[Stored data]
Start of Block
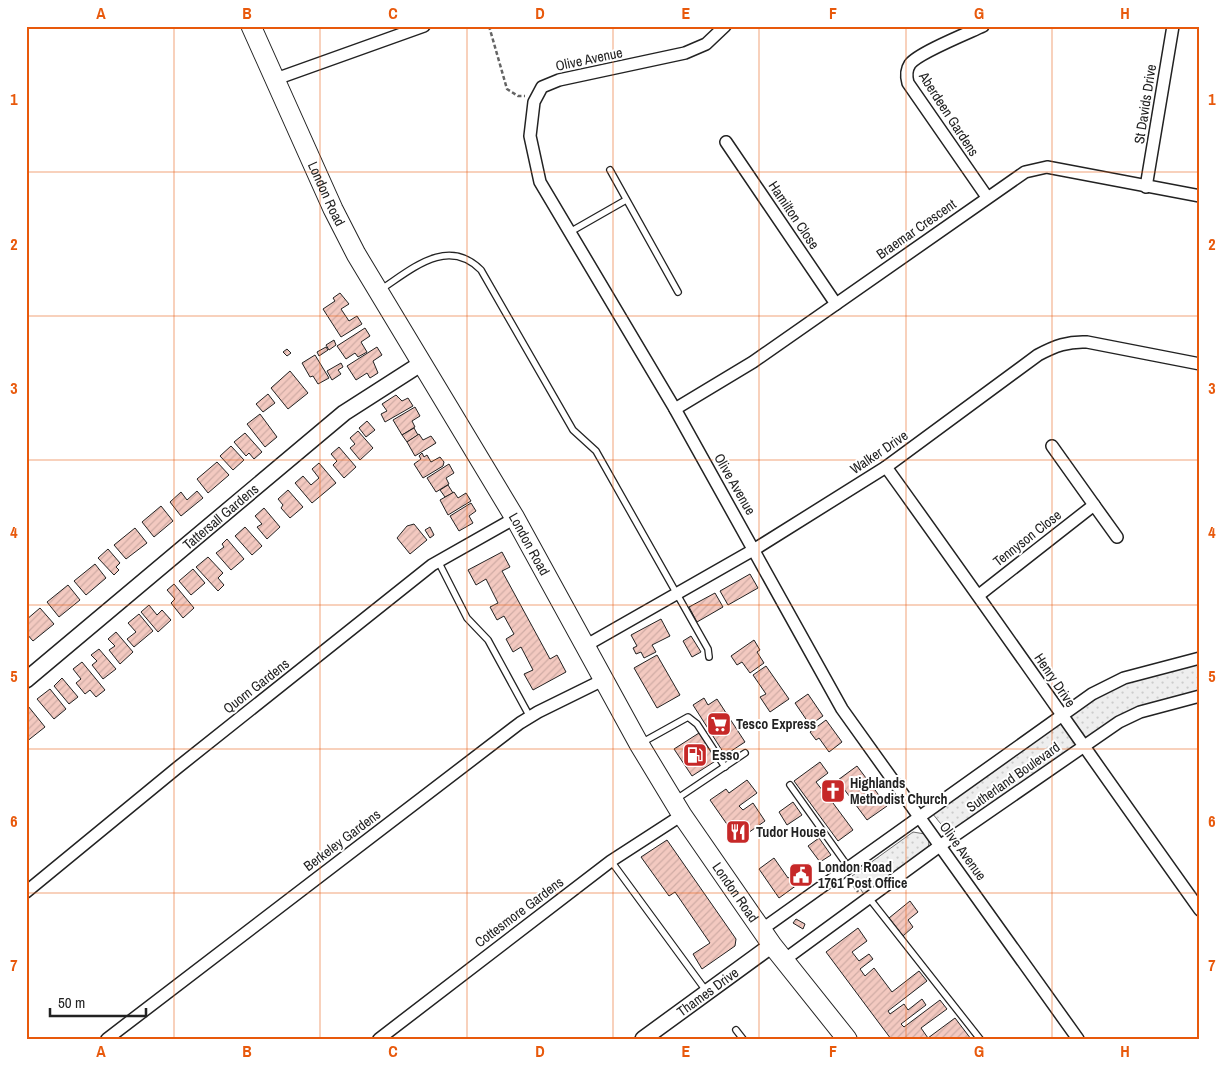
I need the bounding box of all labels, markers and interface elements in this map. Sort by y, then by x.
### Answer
text: A [96,2,106,24]
text: B [242,2,252,24]
text: C [388,2,398,24]
text: D [535,2,545,24]
text: E [682,2,691,24]
text: F [829,2,837,24]
text: G [974,2,984,24]
text: H [1120,2,1130,24]
street label: Olive Avenue [554,43,624,75]
street label: St Davids Drive [1130,63,1160,145]
street label: Aberdeen Gardens [914,68,983,160]
text: 1 [10,88,18,110]
text: 1 [1208,88,1216,110]
street label: London Road [304,159,349,229]
street label: Hamilton Close [765,177,823,253]
street label: Braemar Crescent [873,195,959,263]
text: 2 [10,233,18,255]
text: 2 [1208,233,1216,255]
text: 3 [10,377,18,399]
text: 3 [1208,377,1216,399]
street label: Walker Drive [847,426,911,478]
street label: Olive Avenue [710,450,760,518]
street label: Tattersall Gardens [179,480,262,554]
street label: Tennyson Close [989,506,1065,570]
street label: London Road [505,509,554,579]
text: 4 [10,521,18,543]
text: 4 [1208,521,1216,543]
street label: Henry Drive [1030,650,1080,710]
street label: Quorn Gardens [219,654,293,717]
text: 5 [10,665,18,687]
text: 5 [1208,665,1216,687]
supermarket icon: Tesco Express [706,711,732,737]
place label: Tesco Express [736,715,816,733]
street label: Sutherland Boulevard [963,738,1063,816]
fuel station icon: Esso [682,742,708,768]
place label: Esso [712,746,739,764]
place label: Highlands Methodist Church [850,774,948,808]
church icon: Highlands Methodist Church [820,778,846,804]
street label: Berkeley Gardens [300,805,384,875]
text: 6 [10,810,18,832]
text: 6 [1208,810,1216,832]
street label: Olive Avenue [936,818,990,884]
restaurant icon: Tudor House [725,819,751,845]
place label: Tudor House [756,823,826,841]
place label: London Road 1761 Post Office [818,858,907,892]
street label: London Road [708,859,763,926]
public building icon: London Road 1761 Post Office [788,862,814,888]
street label: Cottesmore Gardens [471,873,567,951]
text: 7 [10,954,18,976]
text: 7 [1208,954,1216,976]
street label: Thames Drive [673,963,742,1020]
scale bar [50,985,146,1017]
text: 50 m [58,992,85,1013]
text: A [96,1040,106,1062]
text: B [242,1040,252,1062]
text: C [388,1040,398,1062]
text: D [535,1040,545,1062]
text: E [682,1040,691,1062]
text: F [829,1040,837,1062]
text: G [974,1040,984,1062]
text: H [1120,1040,1130,1062]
End of Block
Could you copy every line from the records that has "London" in it?

Solution below:
street label: London Road [304,159,349,229]
street label: London Road [505,509,554,579]
place label: London Road 1761 Post Office [818,858,907,892]
street label: London Road [708,859,763,926]
public building icon: London Road 1761 Post Office [788,862,814,888]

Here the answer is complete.